Anschlag auf Isaf-Fahrzeug
Selbstmörder tötet Bundeswehr-Soldaten

Die radikalislamischen Taliban haben sich zu dem Anschlag auf ein Bundeswehr-Fahrzeug in Kabul bekannt, bei dem am Montag ein deutscher Soldat getötet wurde. Auch für den kurz darauf verübten zweiten Selbstmordanschlag seien die Rebellen verantwortlich, sagte der neue Taliban-Sprecher Qari Yousif Ahmadi.

HB KABUL. Ein Selbstmordattentäter rammte den Wagen der Bundeswehr und zündete eine Bombe. Der scheidende Bundesverteidigungsminister Peter Struck sagte, ein zweiter deutscher Soldat habe bei dem Anschlag auf ein Bundeswehrfahrzeug schwere Verletzungen erlitten. Ein dritter sei leicht verletzt worden.

Nach der Explosion sprengte sich in der Nähe ein zweiter Selbstmordattentäter in die Luft. Dort eröffneten britische Isaf-Soldaten und afghanische Polizisten nach der Explosion das Feuer auf ein afghanisches Auto, in dem außer dem Fahrer zwei Kinder saßen. Ein Polizist sagte, der Wagen habe trotz der Aufforderung der Sicherheitskräfte nicht angehalten. Der Fahrer sei anschließend geflohen. Augenzeugen sagten, auf das Fahrzeug seien mehr als 100 Schüsse abgegeben worden.

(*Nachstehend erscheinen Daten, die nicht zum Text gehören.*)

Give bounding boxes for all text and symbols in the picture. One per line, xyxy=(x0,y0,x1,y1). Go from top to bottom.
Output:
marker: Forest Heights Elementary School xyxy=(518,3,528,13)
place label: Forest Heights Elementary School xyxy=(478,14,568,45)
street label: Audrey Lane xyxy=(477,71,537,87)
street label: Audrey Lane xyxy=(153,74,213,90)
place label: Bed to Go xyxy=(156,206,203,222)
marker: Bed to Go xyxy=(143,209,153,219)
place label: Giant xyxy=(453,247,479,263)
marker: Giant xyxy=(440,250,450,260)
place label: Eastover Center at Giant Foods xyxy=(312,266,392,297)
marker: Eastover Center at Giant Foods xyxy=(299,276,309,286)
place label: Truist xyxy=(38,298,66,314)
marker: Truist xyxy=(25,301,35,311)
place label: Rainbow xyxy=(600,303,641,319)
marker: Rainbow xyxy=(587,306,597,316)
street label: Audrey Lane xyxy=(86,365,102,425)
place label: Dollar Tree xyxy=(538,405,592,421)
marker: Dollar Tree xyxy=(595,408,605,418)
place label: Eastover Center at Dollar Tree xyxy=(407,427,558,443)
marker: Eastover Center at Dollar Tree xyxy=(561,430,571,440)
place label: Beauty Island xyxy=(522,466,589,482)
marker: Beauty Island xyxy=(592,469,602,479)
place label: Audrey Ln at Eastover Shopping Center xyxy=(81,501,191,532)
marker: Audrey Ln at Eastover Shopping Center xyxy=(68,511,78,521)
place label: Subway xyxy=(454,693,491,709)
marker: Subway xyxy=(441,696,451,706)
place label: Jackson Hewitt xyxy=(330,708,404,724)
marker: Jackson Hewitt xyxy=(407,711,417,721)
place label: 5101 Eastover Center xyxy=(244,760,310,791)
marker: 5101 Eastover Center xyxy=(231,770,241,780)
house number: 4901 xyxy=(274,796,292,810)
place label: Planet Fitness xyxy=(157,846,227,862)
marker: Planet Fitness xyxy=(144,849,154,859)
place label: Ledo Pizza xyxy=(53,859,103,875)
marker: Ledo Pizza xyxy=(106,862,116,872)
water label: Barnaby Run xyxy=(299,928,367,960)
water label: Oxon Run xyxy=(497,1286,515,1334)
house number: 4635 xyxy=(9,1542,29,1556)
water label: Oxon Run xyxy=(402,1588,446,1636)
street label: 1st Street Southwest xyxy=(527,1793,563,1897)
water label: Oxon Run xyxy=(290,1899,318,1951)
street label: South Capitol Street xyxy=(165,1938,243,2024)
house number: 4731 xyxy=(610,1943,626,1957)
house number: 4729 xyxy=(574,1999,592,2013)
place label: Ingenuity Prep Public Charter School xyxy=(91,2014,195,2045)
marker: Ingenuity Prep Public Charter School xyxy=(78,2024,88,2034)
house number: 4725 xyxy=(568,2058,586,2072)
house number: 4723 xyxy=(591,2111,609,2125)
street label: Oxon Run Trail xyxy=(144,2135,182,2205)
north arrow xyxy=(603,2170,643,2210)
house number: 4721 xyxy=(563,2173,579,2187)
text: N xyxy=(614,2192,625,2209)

Ein Sprecher des afghanischen Innenministeriums sagte, außer den zwei Attentätern und dem deutschen Soldaten seien ein Kind und eine Frau ums Leben gekommen. Ein Zivilist sei im Krankenhaus an seinen Verletzungen gestorben. Mehrere andere Menschen seien verletzt worden.

Beim bisher schwersten Anschlag auf Isaf-Truppen in Afghanistan waren im Juni 2003 vier deutsche Soldaten getötet worden. Seit Beginn des Einsatzes im Dezember 2001 sind in Afghanistan 17 Bundeswehrsoldaten ums Leben gekommen.

Ende September hatte der Bundestag das Mandat der Bundeswehr für den Isaf-Einsatz verlängert und ausgeweitet. Nach dem neuen Mandat soll das deutsche Kontingent von 2250 auf bis zu 3000 Soldaten aufgestockt werden. Außerdem will die Bundeswehr, die das Regionalkommando für den Norden des Landes übernimmt, einen Kommando-Stützpunkt in Masar-i-Scharif einrichten, sobald die Briten dort abziehen. Bisher unterhält die Bundeswehr bereits Wiederaufbau-Stützpunkte in Kundus und Feisabad.